Having a Medical transcription team that can handle the above where each patient has their own account will help for future transactions. The complete demographic data of the patient should be entered. The insurance details that include the primary, secondary, and tertiary insurance coverage of the patient should be keyed in. This then needs to be proofread and verified.
Assigning charges for the medical codes entered
Now the next step requires great patience and focus – assigning appropriate charges to the medical code. The team that you have entrusted with the charge entry should then assign corresponding and appropriate charges, to the codes in the medical coding document. This team should have coding experts who are well updated with the medical coding systems such as – HCPCS, CPT, ICD-10.
EOB follow up & Analysis:
Explanation of Benefits (EOB) and checks received – where partial payments are made, investigation and analysis are then initiated and corrective steps are taken. The team assigned for this enables appropriate decision-making and facilitates the required actions for the recovery of dues.
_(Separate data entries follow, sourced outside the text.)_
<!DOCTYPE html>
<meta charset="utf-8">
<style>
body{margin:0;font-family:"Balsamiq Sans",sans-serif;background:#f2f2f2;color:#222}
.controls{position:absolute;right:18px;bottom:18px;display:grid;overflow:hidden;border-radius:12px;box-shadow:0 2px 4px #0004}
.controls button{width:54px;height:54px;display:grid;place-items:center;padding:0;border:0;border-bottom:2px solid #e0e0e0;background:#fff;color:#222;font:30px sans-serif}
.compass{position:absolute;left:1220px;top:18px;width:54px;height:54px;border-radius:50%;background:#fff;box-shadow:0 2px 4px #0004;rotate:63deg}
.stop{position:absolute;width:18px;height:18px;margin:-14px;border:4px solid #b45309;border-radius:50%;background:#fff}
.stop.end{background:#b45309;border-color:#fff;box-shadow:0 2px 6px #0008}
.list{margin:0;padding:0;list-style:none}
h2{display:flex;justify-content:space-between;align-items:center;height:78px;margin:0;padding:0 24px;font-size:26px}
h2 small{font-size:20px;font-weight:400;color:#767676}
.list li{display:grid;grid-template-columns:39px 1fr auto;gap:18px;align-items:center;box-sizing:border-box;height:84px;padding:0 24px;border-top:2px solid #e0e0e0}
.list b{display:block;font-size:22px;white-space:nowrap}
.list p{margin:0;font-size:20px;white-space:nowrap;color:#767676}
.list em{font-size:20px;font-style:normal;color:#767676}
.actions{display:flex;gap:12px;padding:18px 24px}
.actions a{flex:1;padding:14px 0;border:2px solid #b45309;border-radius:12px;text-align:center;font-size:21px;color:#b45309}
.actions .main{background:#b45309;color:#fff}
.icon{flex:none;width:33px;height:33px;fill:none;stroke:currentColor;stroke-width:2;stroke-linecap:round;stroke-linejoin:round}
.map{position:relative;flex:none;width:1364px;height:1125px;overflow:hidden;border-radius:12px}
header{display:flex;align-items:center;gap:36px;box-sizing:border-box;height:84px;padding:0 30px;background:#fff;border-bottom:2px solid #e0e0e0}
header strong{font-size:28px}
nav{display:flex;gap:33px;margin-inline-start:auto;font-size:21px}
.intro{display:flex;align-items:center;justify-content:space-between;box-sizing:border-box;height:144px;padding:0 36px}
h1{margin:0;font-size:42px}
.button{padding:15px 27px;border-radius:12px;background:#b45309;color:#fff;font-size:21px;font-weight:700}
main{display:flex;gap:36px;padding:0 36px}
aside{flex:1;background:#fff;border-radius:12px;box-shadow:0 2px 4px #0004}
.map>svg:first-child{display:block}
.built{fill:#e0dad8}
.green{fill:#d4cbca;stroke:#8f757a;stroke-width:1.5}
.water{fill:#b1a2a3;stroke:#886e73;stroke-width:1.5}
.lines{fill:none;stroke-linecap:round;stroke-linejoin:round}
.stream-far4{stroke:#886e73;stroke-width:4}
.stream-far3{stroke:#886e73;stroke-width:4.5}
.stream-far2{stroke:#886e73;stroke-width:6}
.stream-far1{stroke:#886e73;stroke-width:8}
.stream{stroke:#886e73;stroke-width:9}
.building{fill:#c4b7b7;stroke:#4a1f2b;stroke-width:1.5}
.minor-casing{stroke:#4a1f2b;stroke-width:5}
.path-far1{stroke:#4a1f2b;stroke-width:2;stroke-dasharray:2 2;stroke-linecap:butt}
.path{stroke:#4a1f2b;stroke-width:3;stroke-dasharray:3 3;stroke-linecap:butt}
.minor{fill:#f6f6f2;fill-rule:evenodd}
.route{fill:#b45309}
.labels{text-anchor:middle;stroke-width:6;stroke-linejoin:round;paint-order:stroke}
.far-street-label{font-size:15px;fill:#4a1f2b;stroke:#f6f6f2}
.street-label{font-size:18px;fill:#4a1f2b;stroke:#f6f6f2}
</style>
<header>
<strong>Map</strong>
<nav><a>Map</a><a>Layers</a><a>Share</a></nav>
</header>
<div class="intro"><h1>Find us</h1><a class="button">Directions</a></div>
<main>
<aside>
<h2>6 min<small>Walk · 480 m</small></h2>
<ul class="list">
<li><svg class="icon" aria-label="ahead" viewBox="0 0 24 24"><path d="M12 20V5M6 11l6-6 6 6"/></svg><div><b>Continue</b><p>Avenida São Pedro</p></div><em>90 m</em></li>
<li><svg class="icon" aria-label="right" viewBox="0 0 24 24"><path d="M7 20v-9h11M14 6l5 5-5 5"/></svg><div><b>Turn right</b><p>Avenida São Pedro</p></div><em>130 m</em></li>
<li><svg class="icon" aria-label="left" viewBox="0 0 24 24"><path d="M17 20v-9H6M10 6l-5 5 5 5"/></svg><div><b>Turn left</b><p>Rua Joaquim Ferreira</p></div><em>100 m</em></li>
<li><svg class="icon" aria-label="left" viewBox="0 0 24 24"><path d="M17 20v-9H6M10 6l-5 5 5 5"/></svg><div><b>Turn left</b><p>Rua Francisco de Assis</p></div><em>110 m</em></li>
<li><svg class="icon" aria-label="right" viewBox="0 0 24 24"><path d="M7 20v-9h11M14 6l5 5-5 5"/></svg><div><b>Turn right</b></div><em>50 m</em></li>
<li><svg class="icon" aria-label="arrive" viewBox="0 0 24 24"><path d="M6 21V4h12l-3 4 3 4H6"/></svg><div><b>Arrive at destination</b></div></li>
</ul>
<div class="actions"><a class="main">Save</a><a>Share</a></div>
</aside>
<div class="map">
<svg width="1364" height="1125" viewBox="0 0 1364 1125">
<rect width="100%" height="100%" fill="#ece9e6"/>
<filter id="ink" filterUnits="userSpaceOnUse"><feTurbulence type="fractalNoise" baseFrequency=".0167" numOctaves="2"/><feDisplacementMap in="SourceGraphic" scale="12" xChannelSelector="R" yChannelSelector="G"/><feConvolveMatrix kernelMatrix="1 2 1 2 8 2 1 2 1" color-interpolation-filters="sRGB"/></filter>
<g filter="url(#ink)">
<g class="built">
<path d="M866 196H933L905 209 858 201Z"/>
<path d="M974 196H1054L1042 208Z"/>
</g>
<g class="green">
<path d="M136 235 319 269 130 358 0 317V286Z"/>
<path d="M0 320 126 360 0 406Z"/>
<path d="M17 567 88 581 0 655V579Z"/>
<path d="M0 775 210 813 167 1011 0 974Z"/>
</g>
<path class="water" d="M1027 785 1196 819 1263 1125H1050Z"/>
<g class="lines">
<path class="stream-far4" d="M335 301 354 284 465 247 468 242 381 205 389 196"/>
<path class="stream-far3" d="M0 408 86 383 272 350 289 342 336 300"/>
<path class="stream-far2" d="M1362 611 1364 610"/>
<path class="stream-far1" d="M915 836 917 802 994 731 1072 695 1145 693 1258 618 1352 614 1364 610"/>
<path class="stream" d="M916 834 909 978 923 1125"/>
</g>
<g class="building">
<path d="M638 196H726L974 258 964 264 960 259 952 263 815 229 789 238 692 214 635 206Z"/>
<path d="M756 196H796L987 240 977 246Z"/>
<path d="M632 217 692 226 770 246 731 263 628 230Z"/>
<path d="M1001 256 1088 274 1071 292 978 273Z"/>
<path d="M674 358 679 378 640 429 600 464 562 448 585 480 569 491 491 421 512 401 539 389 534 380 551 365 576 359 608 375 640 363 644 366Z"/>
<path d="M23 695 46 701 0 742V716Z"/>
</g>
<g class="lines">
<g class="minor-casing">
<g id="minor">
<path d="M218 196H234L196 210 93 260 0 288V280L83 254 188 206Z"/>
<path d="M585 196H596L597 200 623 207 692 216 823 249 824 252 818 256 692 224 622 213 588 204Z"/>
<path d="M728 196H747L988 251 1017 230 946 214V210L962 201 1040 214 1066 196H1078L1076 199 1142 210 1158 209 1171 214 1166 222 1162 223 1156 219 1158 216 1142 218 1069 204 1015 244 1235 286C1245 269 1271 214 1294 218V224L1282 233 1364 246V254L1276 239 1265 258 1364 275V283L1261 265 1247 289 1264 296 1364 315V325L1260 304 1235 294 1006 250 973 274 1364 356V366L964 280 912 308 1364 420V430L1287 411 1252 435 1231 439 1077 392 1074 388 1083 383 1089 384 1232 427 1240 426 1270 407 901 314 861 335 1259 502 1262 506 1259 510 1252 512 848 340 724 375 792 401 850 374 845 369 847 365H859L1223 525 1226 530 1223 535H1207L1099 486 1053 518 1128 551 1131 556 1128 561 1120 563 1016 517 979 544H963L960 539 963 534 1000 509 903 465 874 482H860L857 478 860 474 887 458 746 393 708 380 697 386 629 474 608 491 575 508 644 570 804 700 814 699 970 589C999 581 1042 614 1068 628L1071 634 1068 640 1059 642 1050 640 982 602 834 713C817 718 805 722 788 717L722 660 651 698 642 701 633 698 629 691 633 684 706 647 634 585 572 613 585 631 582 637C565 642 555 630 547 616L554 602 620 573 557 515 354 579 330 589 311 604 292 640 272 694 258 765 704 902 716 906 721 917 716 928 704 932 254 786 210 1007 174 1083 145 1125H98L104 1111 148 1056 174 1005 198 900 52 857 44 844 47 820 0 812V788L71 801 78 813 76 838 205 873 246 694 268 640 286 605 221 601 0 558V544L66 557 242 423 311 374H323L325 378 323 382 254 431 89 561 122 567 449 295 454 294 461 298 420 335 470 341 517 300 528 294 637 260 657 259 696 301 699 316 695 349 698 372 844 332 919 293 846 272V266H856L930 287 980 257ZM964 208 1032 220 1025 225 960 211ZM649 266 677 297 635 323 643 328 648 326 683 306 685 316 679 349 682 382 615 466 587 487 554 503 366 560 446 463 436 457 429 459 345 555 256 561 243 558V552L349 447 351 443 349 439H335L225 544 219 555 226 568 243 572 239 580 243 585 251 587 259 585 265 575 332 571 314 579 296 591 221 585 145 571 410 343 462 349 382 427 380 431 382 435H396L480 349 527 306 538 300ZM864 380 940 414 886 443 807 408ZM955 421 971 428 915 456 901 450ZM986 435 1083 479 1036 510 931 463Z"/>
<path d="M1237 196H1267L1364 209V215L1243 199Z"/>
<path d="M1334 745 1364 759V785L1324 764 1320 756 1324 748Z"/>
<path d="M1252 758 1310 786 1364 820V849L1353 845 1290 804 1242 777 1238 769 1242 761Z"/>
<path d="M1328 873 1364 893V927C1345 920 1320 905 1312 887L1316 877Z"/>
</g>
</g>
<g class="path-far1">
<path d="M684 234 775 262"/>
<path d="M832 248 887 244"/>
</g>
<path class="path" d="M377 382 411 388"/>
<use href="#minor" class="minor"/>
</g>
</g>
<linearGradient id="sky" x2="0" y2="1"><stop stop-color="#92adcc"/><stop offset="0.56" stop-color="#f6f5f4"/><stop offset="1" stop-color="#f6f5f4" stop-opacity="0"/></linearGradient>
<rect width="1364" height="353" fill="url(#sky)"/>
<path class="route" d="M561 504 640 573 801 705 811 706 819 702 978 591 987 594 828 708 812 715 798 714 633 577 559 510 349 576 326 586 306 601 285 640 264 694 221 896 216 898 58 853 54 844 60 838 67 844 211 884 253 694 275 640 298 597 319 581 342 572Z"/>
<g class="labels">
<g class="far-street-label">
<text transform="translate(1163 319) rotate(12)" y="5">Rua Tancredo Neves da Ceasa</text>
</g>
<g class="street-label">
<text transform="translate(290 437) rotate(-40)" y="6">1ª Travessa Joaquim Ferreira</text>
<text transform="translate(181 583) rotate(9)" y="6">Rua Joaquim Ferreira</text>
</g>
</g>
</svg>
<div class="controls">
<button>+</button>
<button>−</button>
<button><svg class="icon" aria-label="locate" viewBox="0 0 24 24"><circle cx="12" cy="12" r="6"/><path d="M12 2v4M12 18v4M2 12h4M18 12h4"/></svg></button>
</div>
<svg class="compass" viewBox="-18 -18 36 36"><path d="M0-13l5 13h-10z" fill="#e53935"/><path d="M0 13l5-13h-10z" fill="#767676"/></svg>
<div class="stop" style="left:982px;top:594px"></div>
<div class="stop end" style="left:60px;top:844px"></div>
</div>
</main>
So if you want your DME claims processed quickly so as to make effective the Revenue Cycle Management process and reduce claim denials, then the Charge entry team need to be expert coders and billers and ensure an efficient process to get the reimbursement that is due and ensure and error-free charge entry process. Outsourcing this process- which involves patience, focus, attention to detail, expertise in the knowledge of codes and billing, is always a better option so that leaves you free to concentrate on your service- patient health and satisfaction.